My friends and I are turning 25 this year, and many of us are experiencing what has been dubbed a quarter-life crisis. The quarter-life crisis is defined by an utter lack of knowing what you’re doing with your life despite the best intentions to the contrary, and a keen sense that you need change to happen. Attending university, conscious self-reflection, job hunting, you name it, we’ve done it. Despite what the older generations say about us, we’re trying really hard to find our place in the world, but the world doesn’t seem to want us.
I’ve been thinking about this conundrum a lot lately, and the biggest and most consistent problem I’ve found is how people my age have a lack of gumption. That is to say, many of us are scared of taking risks. We’ve been raised to be responsible and to be cautious, so the go-get-em’ attitude that helped our elders is non-existent in many of us. Some people have dreams of going abroad, but can’t even find the will to go into the city for a day. Some want to pursue their passions but instead are going the safe route first – and there’s nothing wrong with that. The trouble comes when you question yourself over and over again until your safe route is just another kind of dissatisfaction with life. We all want security and safety and enough money to survive, but what happens when we say fuck it all and just do what makes our hearts pound?
Safety and security is great and all, but I feel like the best things come to us when we’re willing to take a chance. When we let ourselves get complacent in our bubbles of just making it, we begin to lack momentum until we’re stuck in the 20-something rut of just living to pay off loans, or just living to survive. We’ll travel next year. We’ll move out later. When is it later?
I’m not saying, of course, that it’s possible for everyone to just snap their fingers and make life happen, but it’s certainly possible to give life a good kick in the butt to start it going. Breaking habits – even small ones – is a wonderful way to get out of that comfort zone. This feeling of being trapped, or of going in circles, or of being bored all the time – we should let it inspire us, not hold us back. What would you do right now, I asked one friend, if you didn’t have to worry about what others said, or about the money. The answers leaned towards adventure more than accumulation. From joining a class at the activity centre, to going for walks downtown, to travelling to the other side of the world, there are ways for us to make these things happen if we want them badly enough.
This post on the baby boomers points to some of the other problems a lot of 20-somethings are having, and they’re all real problems. The frustrations we’re experiencing – lack of full time, livable jobs, lack of appreciation for our skillsets, unrealistic expectations for entry-level jobs, stress from family members to “settle down” and start families (especially from parents who want grandparents) – these are all valid concerns. I have them, too – and I’m doing pretty good, even despite the international spouse. Having rejection after rejection in every aspect of life – especially now, during what is supposedly the best time of our lives – is really, really discouraging. It makes us question what the point is of even trying if every single door seems to be made specifically to keep us from knocking.

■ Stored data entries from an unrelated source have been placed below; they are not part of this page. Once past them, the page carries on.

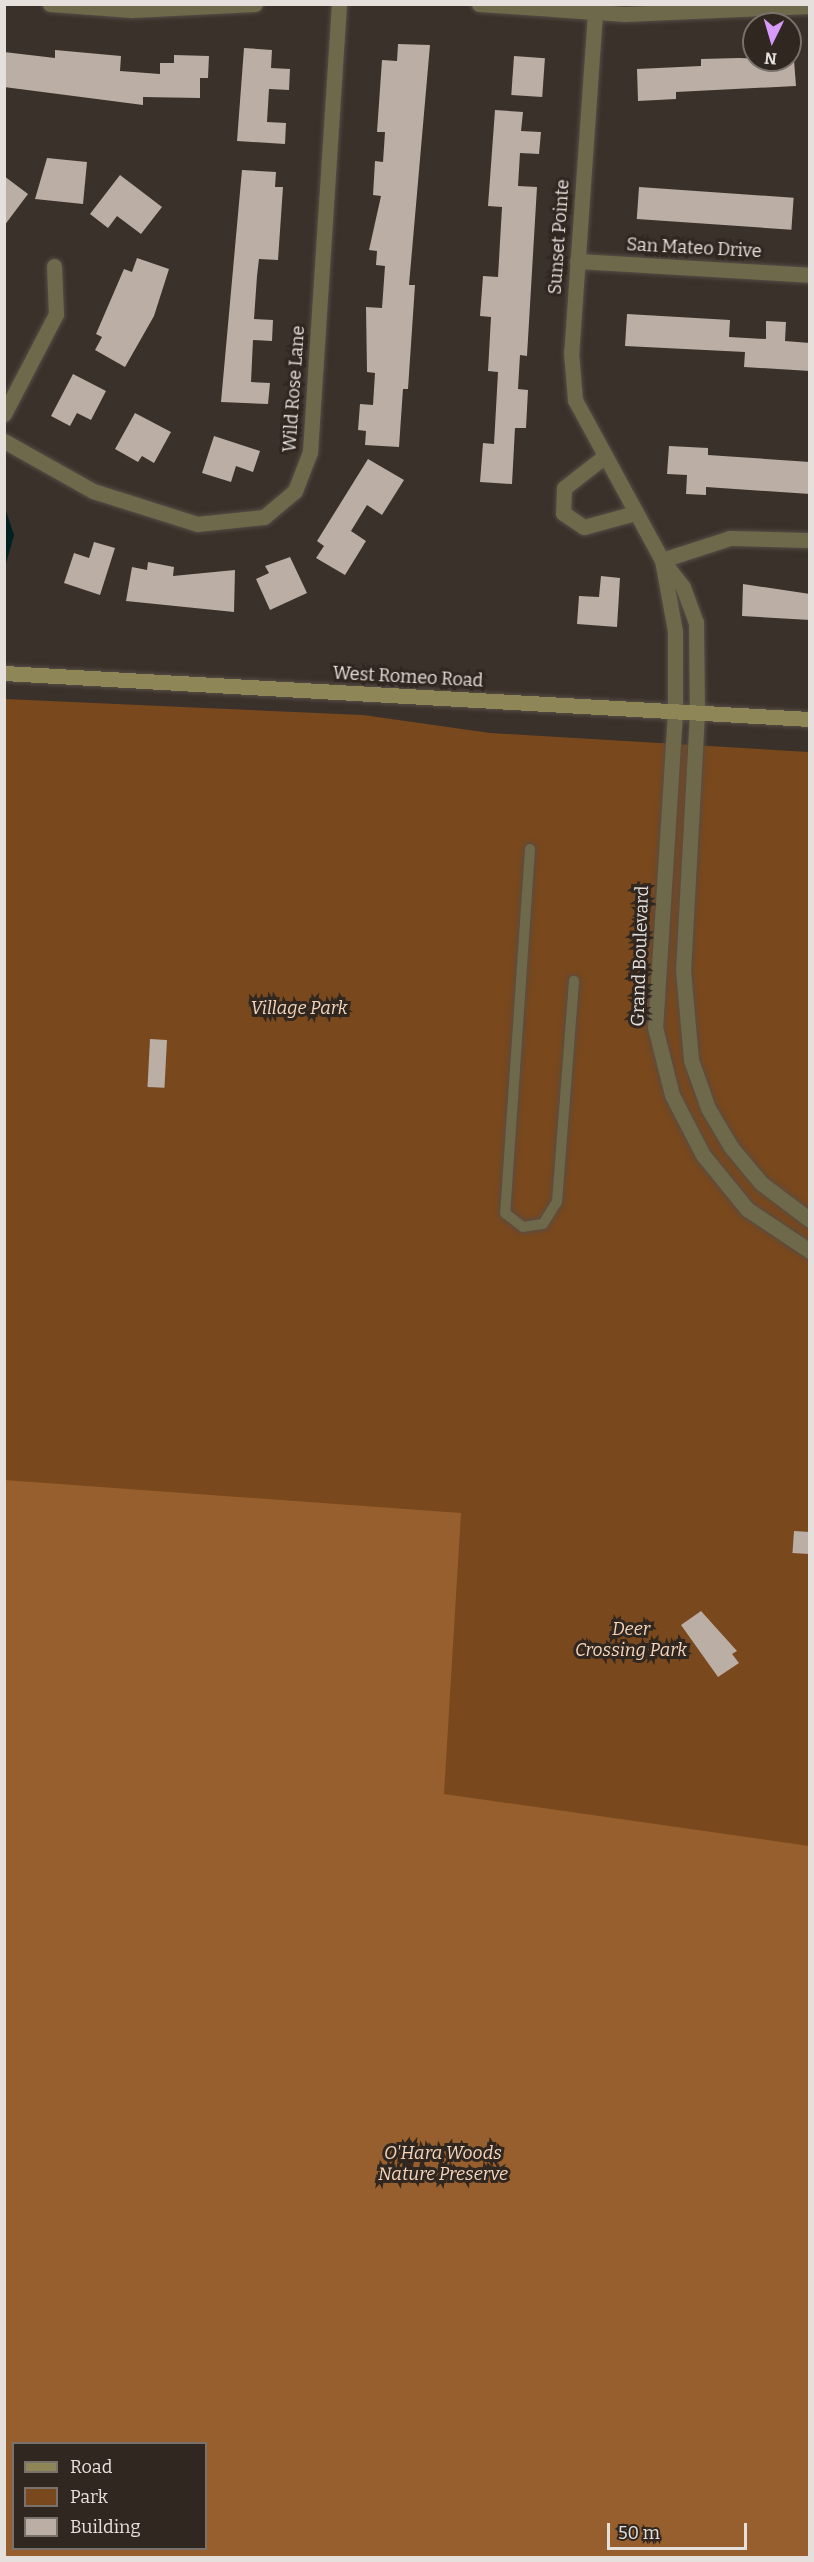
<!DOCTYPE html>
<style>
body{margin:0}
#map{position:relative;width:814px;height:2562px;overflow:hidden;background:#3a312a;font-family:Bitter,serif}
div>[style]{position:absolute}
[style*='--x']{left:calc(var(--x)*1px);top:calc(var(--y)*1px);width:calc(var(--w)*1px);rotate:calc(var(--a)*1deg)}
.green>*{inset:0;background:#79481d}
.forest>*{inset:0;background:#975f2d}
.water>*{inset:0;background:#002022}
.building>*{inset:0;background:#baaea5;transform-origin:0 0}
.roads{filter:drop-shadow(0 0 2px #564d46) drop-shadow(0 0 2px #564d46)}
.service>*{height:10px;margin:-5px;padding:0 5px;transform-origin:5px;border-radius:5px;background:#6e694b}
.minor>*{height:15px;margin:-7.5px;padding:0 7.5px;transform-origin:7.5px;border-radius:7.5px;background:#6e694b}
.tertiary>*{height:15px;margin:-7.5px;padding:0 7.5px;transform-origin:7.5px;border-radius:7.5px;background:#6e694b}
.secondary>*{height:15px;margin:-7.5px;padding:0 7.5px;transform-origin:7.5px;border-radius:7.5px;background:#8f8657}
span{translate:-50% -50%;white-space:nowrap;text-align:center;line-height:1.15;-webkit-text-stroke:6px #302720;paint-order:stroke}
.street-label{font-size:18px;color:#e6e0dc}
.park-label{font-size:18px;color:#f8d6bc;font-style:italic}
.frame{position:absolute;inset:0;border:6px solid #e6e0dc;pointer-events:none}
.legend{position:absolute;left:12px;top:2442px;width:195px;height:108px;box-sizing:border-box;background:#302720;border:2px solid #79716b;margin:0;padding:8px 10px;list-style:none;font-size:18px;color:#e6e0dc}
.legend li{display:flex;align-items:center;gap:12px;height:30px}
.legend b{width:30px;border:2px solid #79716b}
.north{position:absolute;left:742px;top:12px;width:60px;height:60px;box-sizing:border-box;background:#302720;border:2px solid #79716b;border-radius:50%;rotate:185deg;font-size:16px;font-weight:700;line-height:24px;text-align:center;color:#e6e0dc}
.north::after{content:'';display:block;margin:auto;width:21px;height:27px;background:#d89af8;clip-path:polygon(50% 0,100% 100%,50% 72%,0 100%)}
.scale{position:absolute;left:607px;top:2523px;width:140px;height:27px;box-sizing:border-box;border:3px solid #e6e0dc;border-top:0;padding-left:8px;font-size:18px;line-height:21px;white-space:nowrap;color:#e6e0dc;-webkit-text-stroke:4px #302720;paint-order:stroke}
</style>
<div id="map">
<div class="green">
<div style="clip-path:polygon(evenodd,5px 699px,363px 715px,490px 733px,809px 752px,809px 2557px,5px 2557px,5px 699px,14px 2444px,206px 2444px,206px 2548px,14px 2548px,14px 2444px)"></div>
</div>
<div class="forest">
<div style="clip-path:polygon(evenodd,4px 1480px,461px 1513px,444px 1794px,809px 1846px,809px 2557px,5px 2557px,4px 1480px,14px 2444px,206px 2444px,206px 2548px,14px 2548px,14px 2444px)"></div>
</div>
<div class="water">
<div style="clip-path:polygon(5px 508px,14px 535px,5px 567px)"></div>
</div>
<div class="building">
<div style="clip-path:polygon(398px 44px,430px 45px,409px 285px,415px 285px,408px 389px,403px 389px,399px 447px,365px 445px,366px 431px,358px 430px,360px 404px,373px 405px,375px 373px,367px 372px,366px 307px,382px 308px,385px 266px,376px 265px,377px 251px,369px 250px,381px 196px,373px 195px,375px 161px,383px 162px,385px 132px,377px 132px,382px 60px,397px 61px)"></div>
<div style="clip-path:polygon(244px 48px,272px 50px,271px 68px,290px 69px,289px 90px,269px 89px,267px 122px,286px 123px,285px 144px,237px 141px)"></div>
<div style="clip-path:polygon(55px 50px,121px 56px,120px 71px,160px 74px,160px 63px,174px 63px,174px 55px,209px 56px,208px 78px,200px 78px,200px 98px,143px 97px,143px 105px,4px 87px,4px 52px,55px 58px)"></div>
<div style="left:514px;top:56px;width:31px;height:39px;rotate:4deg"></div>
<div style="clip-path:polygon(739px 58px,794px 60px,796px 86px,676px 92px,676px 99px,638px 101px,637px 69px,701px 66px,701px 59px)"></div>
<div style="clip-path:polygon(495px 110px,523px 112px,521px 131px,541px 132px,539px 154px,520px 153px,518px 186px,537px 187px,527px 356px,520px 355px,518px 389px,528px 390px,526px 428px,515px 428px,512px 484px,480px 482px,483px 443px,494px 444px,498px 372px,488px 371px,491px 317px,480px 316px,483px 276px,498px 277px,502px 207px,488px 206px)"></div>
<div style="clip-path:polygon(47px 158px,87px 162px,83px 204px,35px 199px)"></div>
<div style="clip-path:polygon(242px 170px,276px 172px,275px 187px,283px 187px,278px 260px,259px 259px,257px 276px,254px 319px,273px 320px,272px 341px,253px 340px,251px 382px,270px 383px,268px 404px,221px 402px)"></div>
<div style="clip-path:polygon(120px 175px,162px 207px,141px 234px,117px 216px,108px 228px,90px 214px)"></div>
<div style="clip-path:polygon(4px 176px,28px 194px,4px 226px)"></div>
<div style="left:639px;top:187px;width:155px;height:32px;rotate:4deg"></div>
<div style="clip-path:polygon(137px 258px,169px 269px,154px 316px,125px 367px,95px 350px,102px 337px,96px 334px,124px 269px,132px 272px)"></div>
<div style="clip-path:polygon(627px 314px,730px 320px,729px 337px,766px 339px,766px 321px,786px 322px,785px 341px,810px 343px,810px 371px,744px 367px,745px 352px,625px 346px)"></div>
<div style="clip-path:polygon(73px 374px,106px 391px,91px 420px,77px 413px,70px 426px,51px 416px)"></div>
<div style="clip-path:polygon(135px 413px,171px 432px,154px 463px,142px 456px,138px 462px,115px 449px)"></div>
<div style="clip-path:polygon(214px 436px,260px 451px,253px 472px,236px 466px,231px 482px,202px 473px)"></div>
<div style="clip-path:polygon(669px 446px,708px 448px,708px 455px,810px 462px,810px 494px,706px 487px,706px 495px,686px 494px,687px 475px,667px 474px)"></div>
<div style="clip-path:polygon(368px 459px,404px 480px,382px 515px,367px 505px,351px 531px,366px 541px,345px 575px,316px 558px,324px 546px,317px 541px)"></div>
<div style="clip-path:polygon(94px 542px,115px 548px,100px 595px,64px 583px,74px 553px,89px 558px)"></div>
<div style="clip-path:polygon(290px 557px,307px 593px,270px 610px,256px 579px,269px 573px,265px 566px)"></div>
<div style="clip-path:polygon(148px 562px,174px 567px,173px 576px,235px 570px,234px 612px,126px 601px,132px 567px,147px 570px)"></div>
<div style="clip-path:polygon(601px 576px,620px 578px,617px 627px,577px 624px,579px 596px,599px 597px)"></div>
<div style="clip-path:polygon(743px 584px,810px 594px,810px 620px,742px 616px)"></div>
<div style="left:150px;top:1039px;width:17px;height:48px;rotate:3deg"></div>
<div style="left:794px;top:1531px;width:16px;height:22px;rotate:4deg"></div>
<div style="clip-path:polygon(701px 1611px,737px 1651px,732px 1654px,739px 1663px,718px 1677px,681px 1625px)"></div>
</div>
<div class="roads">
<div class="service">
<div style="--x:530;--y:849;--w:365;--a:93.9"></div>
<div style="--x:505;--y:1213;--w:23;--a:38"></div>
<div style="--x:523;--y:1227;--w:20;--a:-9"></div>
<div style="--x:543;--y:1224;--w:26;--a:-58"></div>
<div style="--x:557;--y:1202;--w:222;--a:-85.6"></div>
</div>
<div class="minor">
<div style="--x:50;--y:4;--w:82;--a:4.2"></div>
<div style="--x:132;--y:10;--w:123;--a:-2.8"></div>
<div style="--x:479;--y:4;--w:146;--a:3.9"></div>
<div style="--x:625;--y:14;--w:185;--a:-2.5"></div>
<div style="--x:595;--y:13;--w:340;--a:94"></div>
<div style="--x:571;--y:352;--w:48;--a:85.2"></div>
<div style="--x:575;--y:400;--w:182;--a:61.5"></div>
<div style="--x:662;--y:560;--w:34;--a:52"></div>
<div style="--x:683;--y:587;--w:37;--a:70"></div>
<div style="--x:696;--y:622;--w:91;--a:89.4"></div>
<div style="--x:577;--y:261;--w:233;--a:3.4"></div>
<div style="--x:4;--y:414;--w:113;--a:-62.5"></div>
<div style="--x:56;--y:314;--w:48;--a:-92.4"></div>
<div style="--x:4;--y:441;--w:102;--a:29.3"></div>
<div style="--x:93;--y:491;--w:109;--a:17.6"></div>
<div style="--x:197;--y:524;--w:67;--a:-6"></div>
<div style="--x:264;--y:517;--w:40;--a:-40"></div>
<div style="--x:295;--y:491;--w:42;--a:-69"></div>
<div style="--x:310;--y:452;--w:449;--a:-86.3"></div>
<div style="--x:605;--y:456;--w:52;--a:142"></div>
<div style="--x:564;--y:488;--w:25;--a:92"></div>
<div style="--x:563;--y:513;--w:25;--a:34"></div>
<div style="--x:584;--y:527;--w:53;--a:-15.4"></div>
<div style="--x:662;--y:560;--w:72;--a:79.6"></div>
<div style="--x:675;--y:631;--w:81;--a:90"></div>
<div style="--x:662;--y:560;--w:71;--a:-17.9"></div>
<div style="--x:730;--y:538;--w:80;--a:1.4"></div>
</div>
<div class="tertiary">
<div style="--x:675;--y:712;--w:316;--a:93.6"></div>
<div style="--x:655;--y:1027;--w:70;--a:76"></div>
<div style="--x:672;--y:1095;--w:68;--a:62.7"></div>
<div style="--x:703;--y:1155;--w:70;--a:50.8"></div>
<div style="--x:747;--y:1209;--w:76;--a:33.7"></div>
<div style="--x:697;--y:713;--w:257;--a:93.1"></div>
<div style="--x:683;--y:970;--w:90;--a:84.9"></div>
<div style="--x:691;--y:1060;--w:51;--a:70.5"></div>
<div style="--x:708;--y:1108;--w:45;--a:59.5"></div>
<div style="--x:731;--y:1147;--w:47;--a:50.2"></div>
<div style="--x:761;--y:1183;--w:61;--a:37.1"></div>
</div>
<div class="secondary">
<div style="--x:4;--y:673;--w:807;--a:3.27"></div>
</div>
</div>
<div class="street-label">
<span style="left:559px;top:237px;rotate:-86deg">Sunset Pointe</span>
<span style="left:694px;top:248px;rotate:3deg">San Mateo Drive</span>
<span style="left:294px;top:389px;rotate:-86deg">Wild Rose Lane</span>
<span style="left:408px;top:677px;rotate:3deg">West Romeo Road</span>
<span style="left:640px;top:956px;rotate:-88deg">Grand Boulevard</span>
</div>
<div class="park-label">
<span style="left:299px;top:1008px">Village Park</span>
<span style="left:631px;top:1640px">Deer<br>Crossing Park</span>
<span style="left:443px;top:2164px">O'Hara Woods<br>Nature Preserve</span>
</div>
<div class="frame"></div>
<ul class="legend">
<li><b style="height:8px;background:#8f8657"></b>Road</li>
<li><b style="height:16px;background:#79481d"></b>Park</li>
<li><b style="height:16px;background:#baaea5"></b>Building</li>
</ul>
<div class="north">N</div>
<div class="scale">50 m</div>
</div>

What I told my friend when discussing life is what I’ll say here – life is full of safe choices. Live at home. Keep your retail job. Watch Netflix. Diet. These are all safe choices. I’ve never been really good at making safe choices, though. I left home when I was 18 to live in Europe for a year, and from then on, “safe” never really had a place in my vocabulary. Between quitting jobs without having another job lined up, to getting married, to moving house, I take chances, and I make them work out. Even if they don’t actually work out, I take the experience in stride and use it to my advantage. I mean, everything I do, I learn from, and I can apply that learning to something else. I like to think that if I’d never taken half the chances I have, my life story would be infinitely less interesting.
At this point in our lives, fellow 20-somethings, remember that your student loans and your safety are important, but they’re not the be-all and end-all of life. Survival is great and all, but if your life is boring, change it. Move to that place you want to move to. Find a hostel to stay in and find a job. Move in with friends. What excites you, motivates you? Figure it out. What makes your heart pump faster; what inspires you? What’s stopping you? Just do it. Stop imagining what you want your life to look like and make it so. You keep saying later, but why not now? Don’t be the young upon whom youth is wasted. Use your youth to your advantage and live. Because what’s the point of life but to live, right?